“When a soldier complains of his hard life (or a labourer, etc.) try giving him nothing to do.”
“Nobody is publicly accepted as an expert on poetry unless he displays the sign of poet, mathematician, etc., but universal men want no sign and make hardly any distinction between the crafts of poet and embroiderer.Universal men are not called poets or mathematicians, etc. But they are all these things and judges of them too. No one could guess what they are, and they will talk about whatever was being talked about when they came in. One quality is not more noticeable in them than another, unless it becomes necessary to put it into practice, and then we remember it.”

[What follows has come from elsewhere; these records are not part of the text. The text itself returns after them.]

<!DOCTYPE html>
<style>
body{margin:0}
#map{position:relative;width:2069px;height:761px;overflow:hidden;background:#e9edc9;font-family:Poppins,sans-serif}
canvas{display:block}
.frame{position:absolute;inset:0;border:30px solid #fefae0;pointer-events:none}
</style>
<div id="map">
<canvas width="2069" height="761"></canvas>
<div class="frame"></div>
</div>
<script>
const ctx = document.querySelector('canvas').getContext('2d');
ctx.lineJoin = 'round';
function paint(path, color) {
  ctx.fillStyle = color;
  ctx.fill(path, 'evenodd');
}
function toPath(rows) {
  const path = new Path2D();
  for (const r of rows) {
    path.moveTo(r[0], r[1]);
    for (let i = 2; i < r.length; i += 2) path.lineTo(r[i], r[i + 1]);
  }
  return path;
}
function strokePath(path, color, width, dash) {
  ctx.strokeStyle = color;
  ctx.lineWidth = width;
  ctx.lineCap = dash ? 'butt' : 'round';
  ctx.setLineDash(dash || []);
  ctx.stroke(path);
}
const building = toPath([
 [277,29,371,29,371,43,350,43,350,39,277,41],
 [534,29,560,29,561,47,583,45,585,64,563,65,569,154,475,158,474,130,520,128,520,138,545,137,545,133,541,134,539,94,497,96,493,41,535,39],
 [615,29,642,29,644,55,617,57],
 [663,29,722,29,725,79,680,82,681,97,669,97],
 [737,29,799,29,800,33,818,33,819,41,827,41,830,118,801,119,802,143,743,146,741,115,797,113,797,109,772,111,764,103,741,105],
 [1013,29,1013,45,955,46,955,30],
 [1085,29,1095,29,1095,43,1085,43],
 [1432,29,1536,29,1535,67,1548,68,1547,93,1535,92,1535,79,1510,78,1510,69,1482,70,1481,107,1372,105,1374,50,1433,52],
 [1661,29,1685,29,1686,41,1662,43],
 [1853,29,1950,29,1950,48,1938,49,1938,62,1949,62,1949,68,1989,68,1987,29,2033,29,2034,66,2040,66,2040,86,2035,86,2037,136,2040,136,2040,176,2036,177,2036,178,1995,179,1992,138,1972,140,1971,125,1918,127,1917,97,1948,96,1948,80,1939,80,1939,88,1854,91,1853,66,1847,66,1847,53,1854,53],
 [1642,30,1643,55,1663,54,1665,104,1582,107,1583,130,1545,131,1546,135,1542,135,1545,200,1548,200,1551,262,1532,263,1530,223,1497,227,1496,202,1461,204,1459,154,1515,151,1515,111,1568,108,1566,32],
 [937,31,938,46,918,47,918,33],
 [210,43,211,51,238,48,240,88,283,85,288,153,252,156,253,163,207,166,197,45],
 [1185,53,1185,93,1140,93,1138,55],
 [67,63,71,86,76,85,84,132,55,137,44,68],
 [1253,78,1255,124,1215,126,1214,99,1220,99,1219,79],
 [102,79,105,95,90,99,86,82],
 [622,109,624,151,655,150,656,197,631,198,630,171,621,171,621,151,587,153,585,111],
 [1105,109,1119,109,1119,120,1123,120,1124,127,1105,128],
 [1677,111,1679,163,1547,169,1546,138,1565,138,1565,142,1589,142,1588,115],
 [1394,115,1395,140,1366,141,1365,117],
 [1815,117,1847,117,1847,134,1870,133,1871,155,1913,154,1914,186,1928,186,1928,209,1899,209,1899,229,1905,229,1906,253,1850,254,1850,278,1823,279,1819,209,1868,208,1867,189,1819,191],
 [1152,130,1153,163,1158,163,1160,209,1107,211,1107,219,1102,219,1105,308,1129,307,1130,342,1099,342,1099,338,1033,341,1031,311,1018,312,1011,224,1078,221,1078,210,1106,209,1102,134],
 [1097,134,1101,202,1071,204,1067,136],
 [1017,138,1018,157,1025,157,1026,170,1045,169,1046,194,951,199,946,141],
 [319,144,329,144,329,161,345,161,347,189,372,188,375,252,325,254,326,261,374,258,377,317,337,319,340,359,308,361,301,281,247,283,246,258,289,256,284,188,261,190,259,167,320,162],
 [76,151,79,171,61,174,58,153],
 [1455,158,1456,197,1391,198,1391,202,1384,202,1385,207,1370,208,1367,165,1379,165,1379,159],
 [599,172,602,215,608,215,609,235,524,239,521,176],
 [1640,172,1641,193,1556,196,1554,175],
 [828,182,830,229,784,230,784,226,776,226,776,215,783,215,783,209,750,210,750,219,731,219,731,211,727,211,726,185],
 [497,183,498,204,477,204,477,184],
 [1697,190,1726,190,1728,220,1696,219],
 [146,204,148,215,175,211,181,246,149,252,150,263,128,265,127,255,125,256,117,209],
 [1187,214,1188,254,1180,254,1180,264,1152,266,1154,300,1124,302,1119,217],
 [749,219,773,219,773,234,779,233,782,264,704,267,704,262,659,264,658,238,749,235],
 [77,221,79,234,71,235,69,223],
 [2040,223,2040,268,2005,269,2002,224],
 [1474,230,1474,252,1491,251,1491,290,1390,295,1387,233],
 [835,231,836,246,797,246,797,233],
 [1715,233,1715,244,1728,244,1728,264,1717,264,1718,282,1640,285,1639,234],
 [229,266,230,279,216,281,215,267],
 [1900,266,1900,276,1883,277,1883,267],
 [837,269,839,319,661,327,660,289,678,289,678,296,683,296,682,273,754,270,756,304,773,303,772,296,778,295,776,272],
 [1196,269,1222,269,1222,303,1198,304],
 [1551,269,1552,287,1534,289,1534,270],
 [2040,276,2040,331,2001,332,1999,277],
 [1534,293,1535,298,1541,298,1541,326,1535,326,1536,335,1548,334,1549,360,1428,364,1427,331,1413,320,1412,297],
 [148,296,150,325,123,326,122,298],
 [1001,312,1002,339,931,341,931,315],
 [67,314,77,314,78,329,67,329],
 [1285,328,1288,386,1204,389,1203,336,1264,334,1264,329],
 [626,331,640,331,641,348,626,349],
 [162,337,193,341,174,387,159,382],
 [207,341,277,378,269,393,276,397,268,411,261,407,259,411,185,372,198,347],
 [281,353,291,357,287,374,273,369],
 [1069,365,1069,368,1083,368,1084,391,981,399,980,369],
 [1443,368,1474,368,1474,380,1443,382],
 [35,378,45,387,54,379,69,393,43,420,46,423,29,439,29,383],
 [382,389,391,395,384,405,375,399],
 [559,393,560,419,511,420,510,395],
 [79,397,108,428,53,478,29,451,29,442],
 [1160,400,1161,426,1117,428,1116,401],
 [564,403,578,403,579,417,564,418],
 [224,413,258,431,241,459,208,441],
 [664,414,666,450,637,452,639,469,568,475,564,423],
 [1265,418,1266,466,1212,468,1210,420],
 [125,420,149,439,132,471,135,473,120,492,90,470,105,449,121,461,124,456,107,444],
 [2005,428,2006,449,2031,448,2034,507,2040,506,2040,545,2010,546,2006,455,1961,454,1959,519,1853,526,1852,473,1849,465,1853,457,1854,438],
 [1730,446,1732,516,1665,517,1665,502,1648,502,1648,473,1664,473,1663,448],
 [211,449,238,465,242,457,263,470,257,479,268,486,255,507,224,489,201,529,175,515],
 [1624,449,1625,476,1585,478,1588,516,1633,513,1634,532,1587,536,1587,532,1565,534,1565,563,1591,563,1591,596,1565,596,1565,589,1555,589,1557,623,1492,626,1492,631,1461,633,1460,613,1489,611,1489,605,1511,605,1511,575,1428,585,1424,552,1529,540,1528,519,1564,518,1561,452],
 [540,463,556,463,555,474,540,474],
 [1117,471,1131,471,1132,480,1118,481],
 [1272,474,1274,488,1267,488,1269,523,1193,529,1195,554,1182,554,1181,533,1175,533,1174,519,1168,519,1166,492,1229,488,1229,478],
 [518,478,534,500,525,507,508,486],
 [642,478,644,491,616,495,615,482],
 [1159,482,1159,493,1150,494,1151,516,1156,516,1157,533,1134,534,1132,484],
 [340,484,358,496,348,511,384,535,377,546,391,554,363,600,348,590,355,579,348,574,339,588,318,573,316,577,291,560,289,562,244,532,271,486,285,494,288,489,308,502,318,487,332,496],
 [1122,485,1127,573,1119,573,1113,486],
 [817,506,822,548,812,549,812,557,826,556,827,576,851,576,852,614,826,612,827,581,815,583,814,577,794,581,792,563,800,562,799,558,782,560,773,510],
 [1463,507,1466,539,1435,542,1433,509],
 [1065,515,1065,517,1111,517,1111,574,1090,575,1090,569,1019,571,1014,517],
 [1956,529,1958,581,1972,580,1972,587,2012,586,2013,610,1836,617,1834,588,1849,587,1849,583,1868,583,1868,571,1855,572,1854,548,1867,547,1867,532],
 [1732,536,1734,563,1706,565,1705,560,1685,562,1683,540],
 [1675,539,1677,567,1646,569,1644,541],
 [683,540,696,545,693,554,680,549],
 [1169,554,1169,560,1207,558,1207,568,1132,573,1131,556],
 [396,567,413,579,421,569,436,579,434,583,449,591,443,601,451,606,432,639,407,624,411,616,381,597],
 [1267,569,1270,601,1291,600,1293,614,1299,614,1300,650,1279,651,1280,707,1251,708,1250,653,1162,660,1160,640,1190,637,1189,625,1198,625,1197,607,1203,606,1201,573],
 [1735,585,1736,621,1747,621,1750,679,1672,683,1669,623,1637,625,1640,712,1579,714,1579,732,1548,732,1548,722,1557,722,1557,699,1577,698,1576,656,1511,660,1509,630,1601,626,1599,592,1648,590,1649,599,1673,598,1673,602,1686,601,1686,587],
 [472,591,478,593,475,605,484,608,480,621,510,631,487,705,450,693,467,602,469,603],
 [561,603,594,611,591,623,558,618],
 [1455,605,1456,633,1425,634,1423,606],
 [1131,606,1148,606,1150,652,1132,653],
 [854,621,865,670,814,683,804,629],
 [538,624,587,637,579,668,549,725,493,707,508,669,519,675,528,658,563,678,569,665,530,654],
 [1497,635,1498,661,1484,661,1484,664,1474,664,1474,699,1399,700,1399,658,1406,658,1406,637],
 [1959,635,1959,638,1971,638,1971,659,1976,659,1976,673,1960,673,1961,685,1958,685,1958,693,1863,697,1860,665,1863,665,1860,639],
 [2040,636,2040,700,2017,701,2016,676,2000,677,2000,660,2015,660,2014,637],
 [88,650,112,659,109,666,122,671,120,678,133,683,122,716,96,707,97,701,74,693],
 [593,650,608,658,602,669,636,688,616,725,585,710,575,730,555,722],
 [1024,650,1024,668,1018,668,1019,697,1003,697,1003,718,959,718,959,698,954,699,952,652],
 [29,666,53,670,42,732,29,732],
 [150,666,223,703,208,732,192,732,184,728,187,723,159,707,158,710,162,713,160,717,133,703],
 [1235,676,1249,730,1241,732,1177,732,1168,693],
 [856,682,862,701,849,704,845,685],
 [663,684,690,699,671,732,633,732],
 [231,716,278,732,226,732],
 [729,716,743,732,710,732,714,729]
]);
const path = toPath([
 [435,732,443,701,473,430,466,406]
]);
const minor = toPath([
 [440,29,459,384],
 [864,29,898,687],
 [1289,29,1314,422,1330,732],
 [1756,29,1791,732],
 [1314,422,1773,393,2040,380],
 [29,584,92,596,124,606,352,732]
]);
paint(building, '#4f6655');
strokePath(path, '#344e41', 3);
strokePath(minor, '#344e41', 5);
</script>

“The brutes do not admire each other. A horse does not admire his companion. Not that there is no rivalry between them in a race, but that is of no consequence; for, when in the stable, the heaviest and most ill-formed does not give up his oats to another as men would have others do to them. Their virtue is satisfied with itself.”
“We know the truth not only through our reason but also through our heart. It is through the latter that we know first principles, and reason, which has nothing to do with it, tries in vain to refute them.”
“All their principles are true, sceptics, stoics, atheists, etc...but their conclusions are false, because the contrary principles are also true.”
“When I see the blind and wretched state of men, when I survey the whole universe in its deadness, and man left to himself with no light, as though lost in this corner of the universe without knowing who put him there, what he has to do, or what will become of him when he dies, incapable of knowing anything, I am moved to terror, like a man transported in his sleep to some terrifying desert island, who wakes up quite lost, with no means of escape. Then I marvel that so wretched a state does not drive people to despair.”
“What must I do? I see nothing but obscurities on every side.''Shall I believe I am nothing? Shall I believe I am God?”